### Stored data
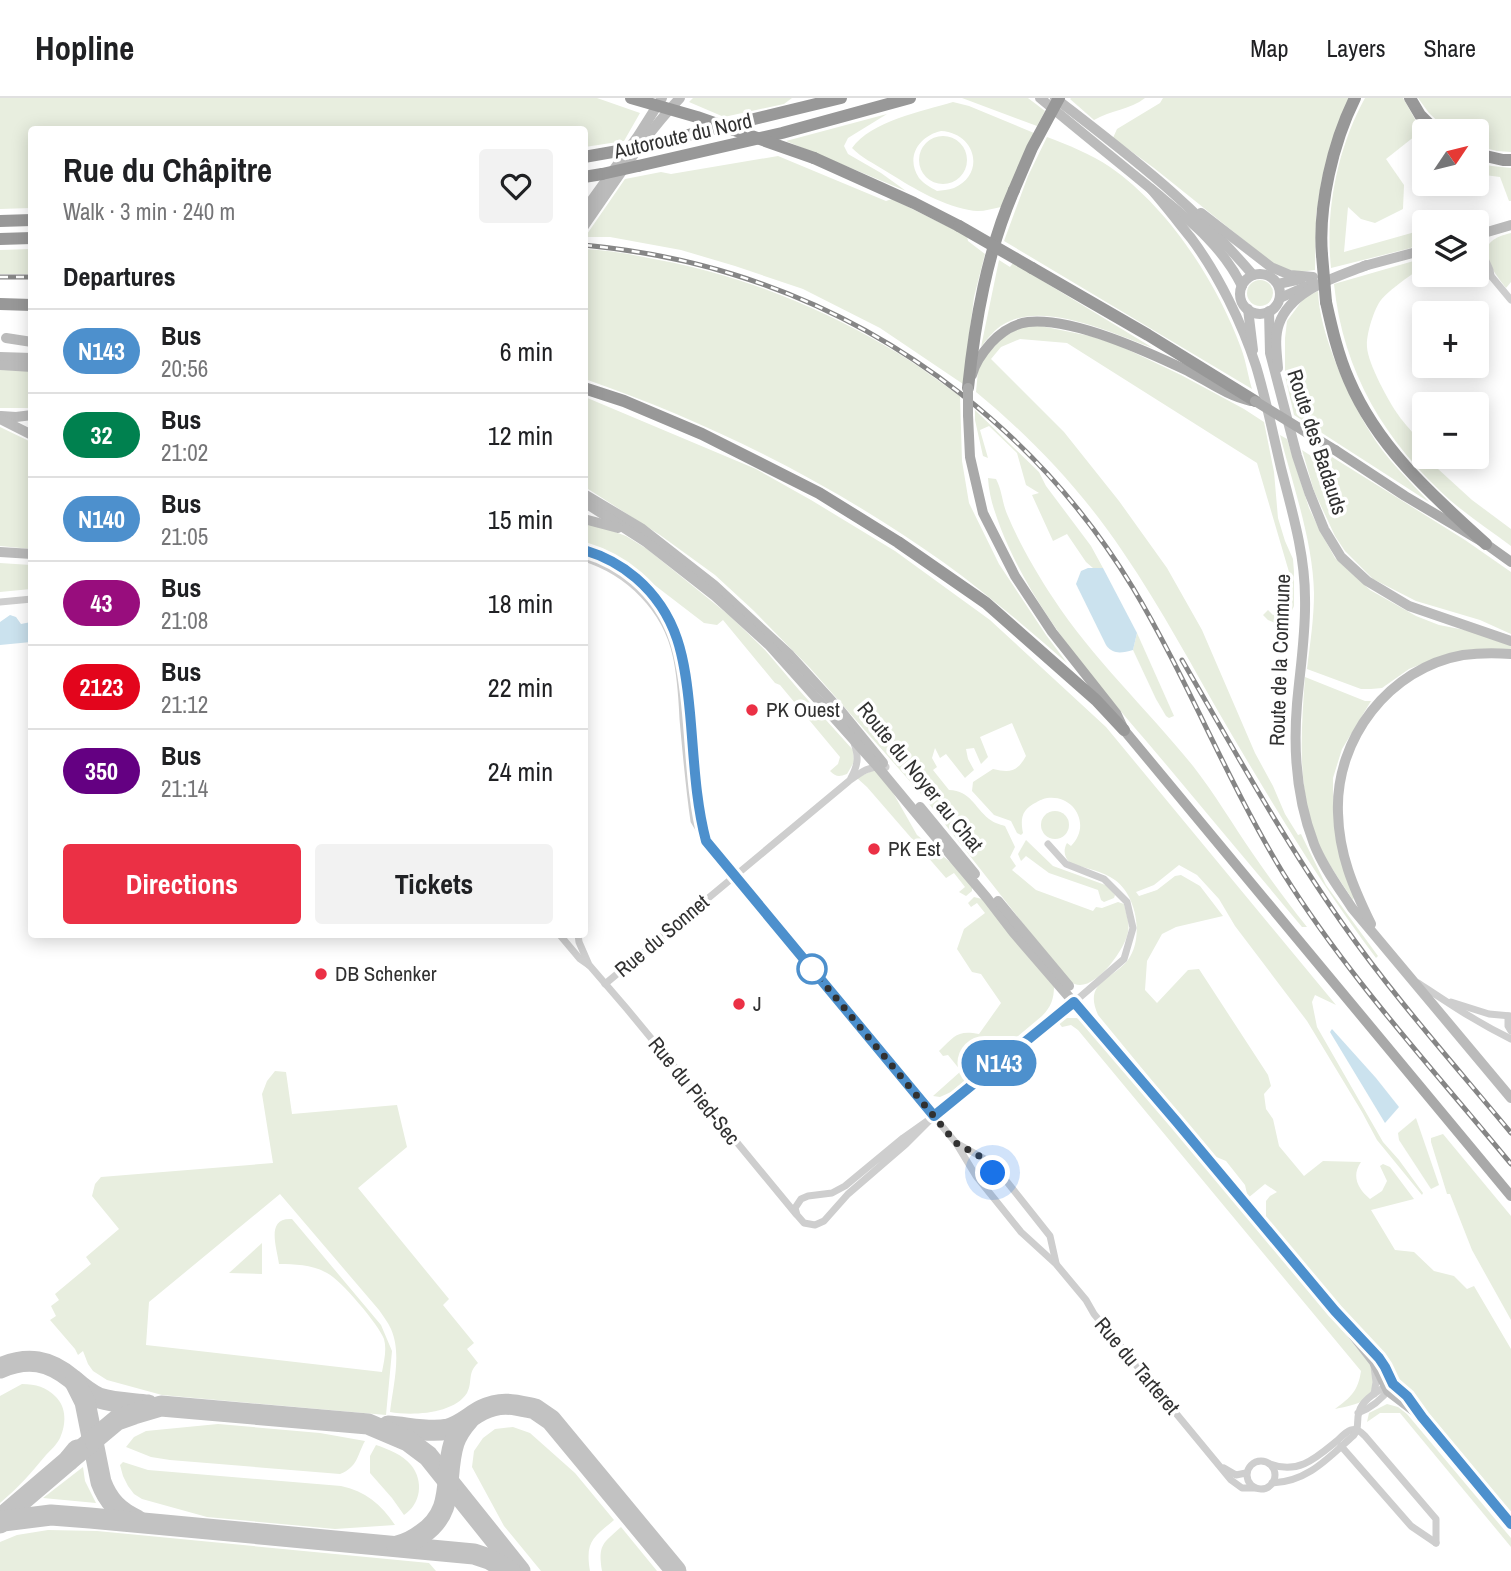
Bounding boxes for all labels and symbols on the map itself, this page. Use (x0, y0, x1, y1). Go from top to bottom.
street label: Autoroute du Nord (610, 106, 755, 166)
north arrow (1412, 119, 1489, 196)
street label: Route des Badauds (1280, 365, 1355, 518)
street label: Route de la Commune (1262, 573, 1297, 747)
place label: PK Ouest (766, 695, 840, 724)
street label: Route du Noyer au Chat (851, 695, 990, 858)
marker: PK Ouest (744, 702, 760, 718)
place label: PK Est (888, 834, 941, 863)
marker: PK Est (866, 841, 882, 857)
street label: Rue du Sonnet (608, 887, 715, 984)
unlabelled marker (797, 954, 827, 984)
place label: DB Schenker (335, 959, 437, 988)
marker: DB Schenker (313, 966, 329, 982)
place label: J (753, 989, 762, 1018)
marker: J (731, 996, 747, 1012)
street label: Rue du Pied-Sec (642, 1031, 747, 1151)
line badge: N143 (950, 1040, 1048, 1086)
your location (975, 1155, 1010, 1190)
street label: Rue du Tarteret (1088, 1311, 1187, 1421)

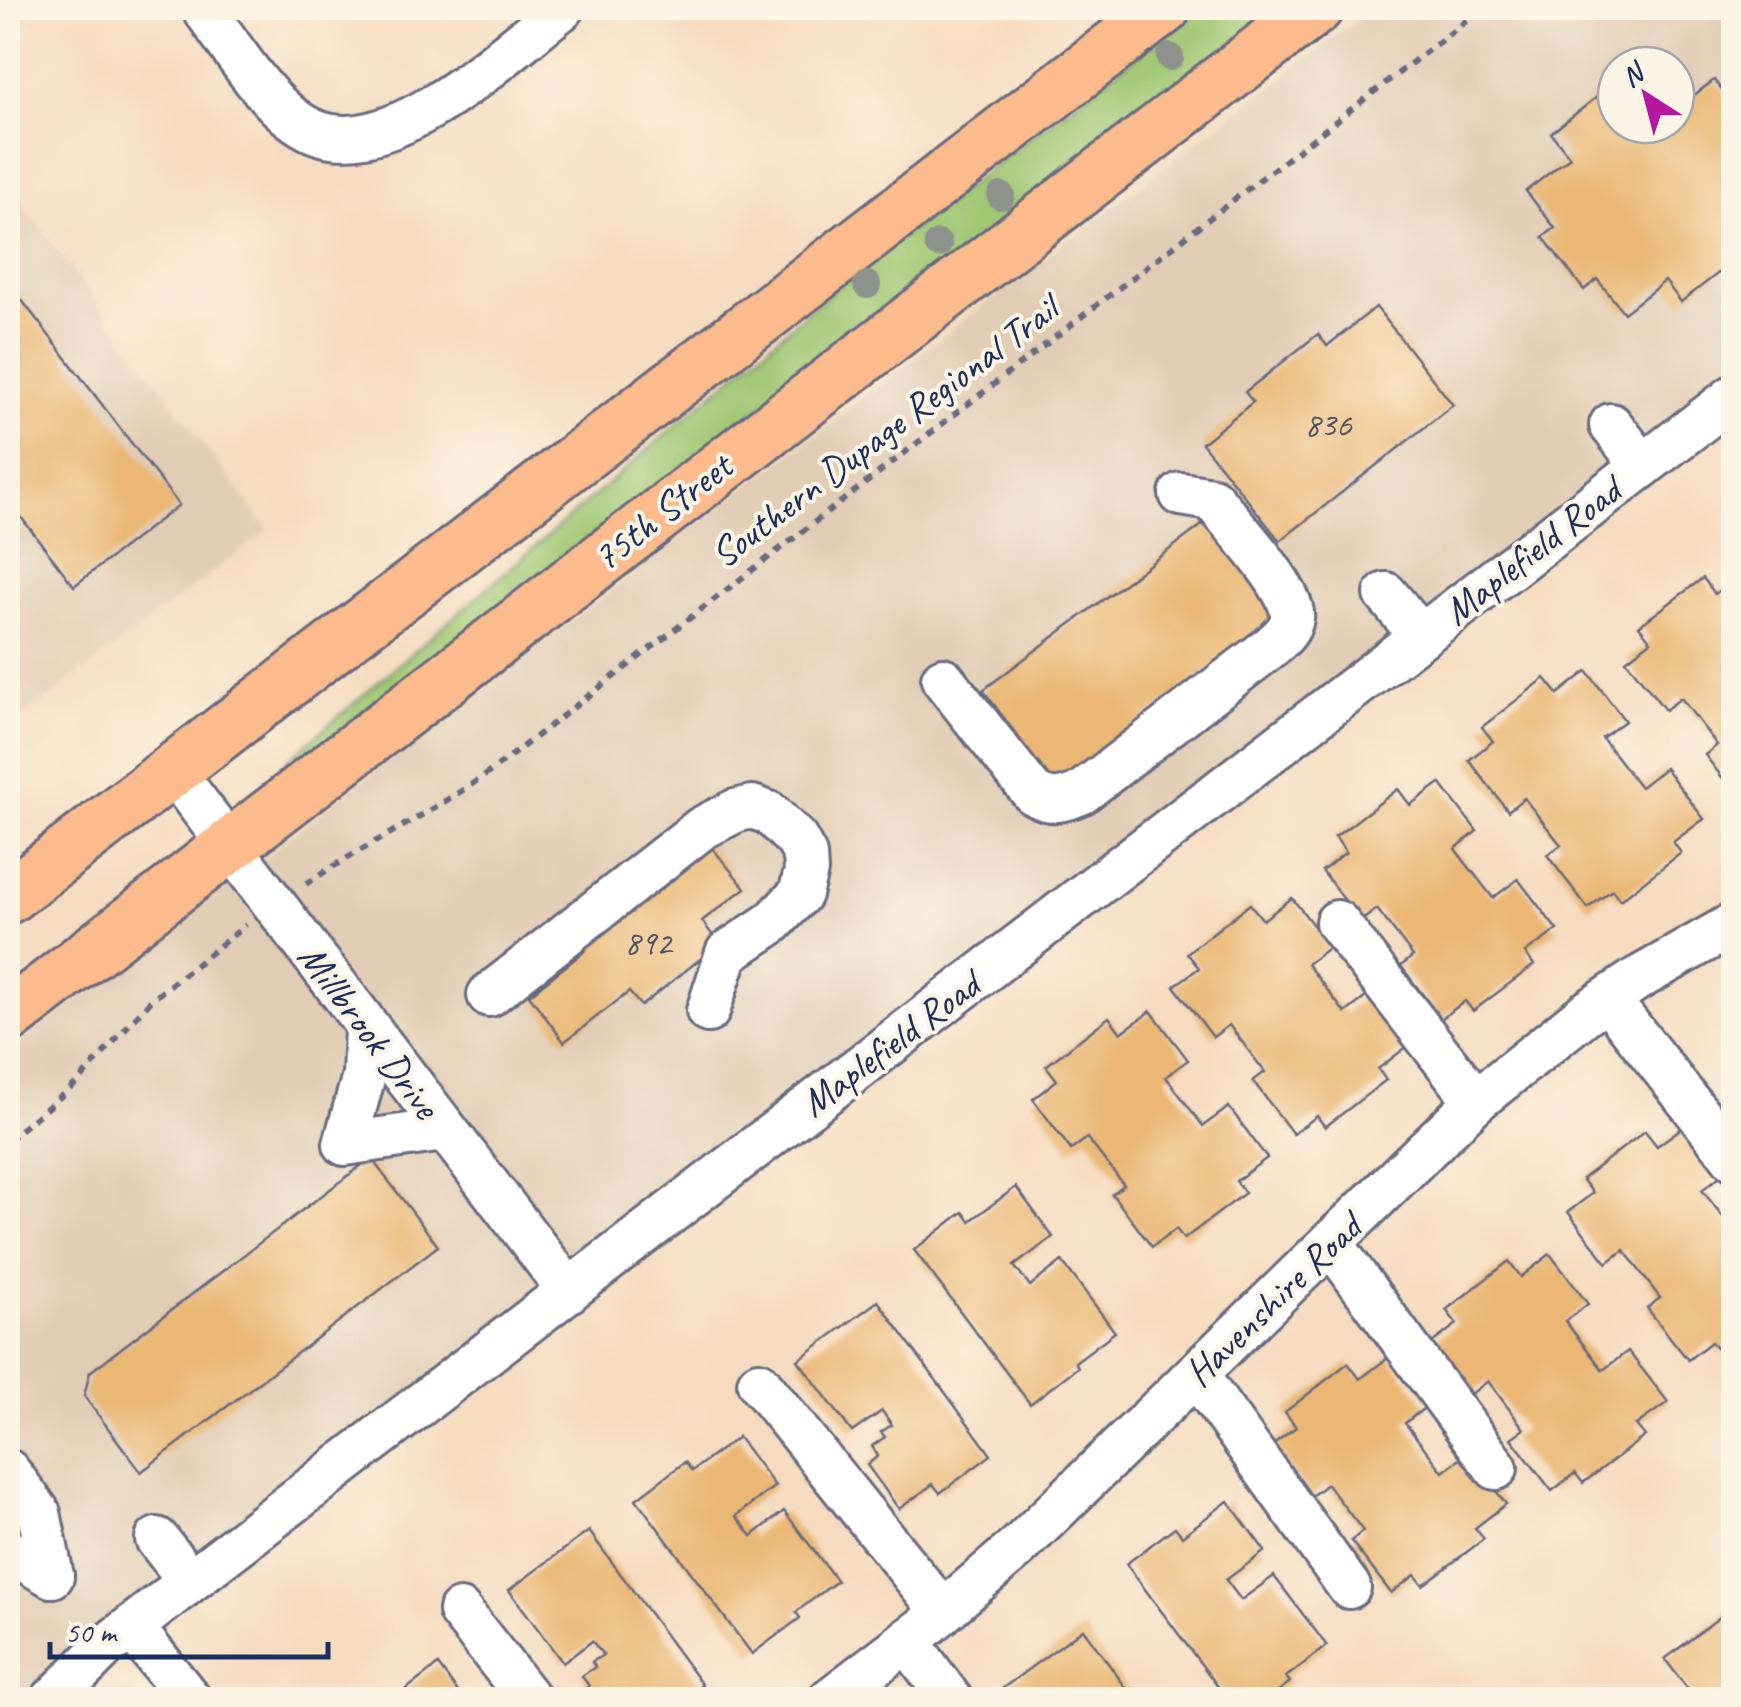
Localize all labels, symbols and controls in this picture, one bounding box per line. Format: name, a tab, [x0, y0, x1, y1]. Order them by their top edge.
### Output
north arrow	[1596, 45, 1696, 145]
text: N	[1614, 53, 1653, 94]
street label: Southern Dupage Regional Trail	[700, 281, 1073, 579]
house number: 836	[1304, 402, 1353, 447]
street label: 75th Street	[582, 440, 745, 582]
street label: Maplefield Road	[1433, 462, 1636, 636]
house number: 892	[624, 920, 675, 965]
street label: Millbrook Drive	[287, 934, 453, 1131]
street label: Maplefield Road	[790, 957, 995, 1128]
street label: Havenshire Road	[1174, 1199, 1376, 1397]
scale bar	[50, 1597, 328, 1659]
text: 50 m	[65, 1613, 118, 1651]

### Requirement
Write out exactly the lines that begin at the one containing "Localize all labels, symbols" and continue through the last line of the data, and only those.

### Response
Localize all labels, symbols and controls in this picture, one bounding box per line. Format: name, a tab, [x0, y0, x1, y1]. Order them by their top edge.
### Output
north arrow	[1596, 45, 1696, 145]
text: N	[1614, 53, 1653, 94]
street label: Southern Dupage Regional Trail	[700, 281, 1073, 579]
house number: 836	[1304, 402, 1353, 447]
street label: 75th Street	[582, 440, 745, 582]
street label: Maplefield Road	[1433, 462, 1636, 636]
house number: 892	[624, 920, 675, 965]
street label: Millbrook Drive	[287, 934, 453, 1131]
street label: Maplefield Road	[790, 957, 995, 1128]
street label: Havenshire Road	[1174, 1199, 1376, 1397]
scale bar	[50, 1597, 328, 1659]
text: 50 m	[65, 1613, 118, 1651]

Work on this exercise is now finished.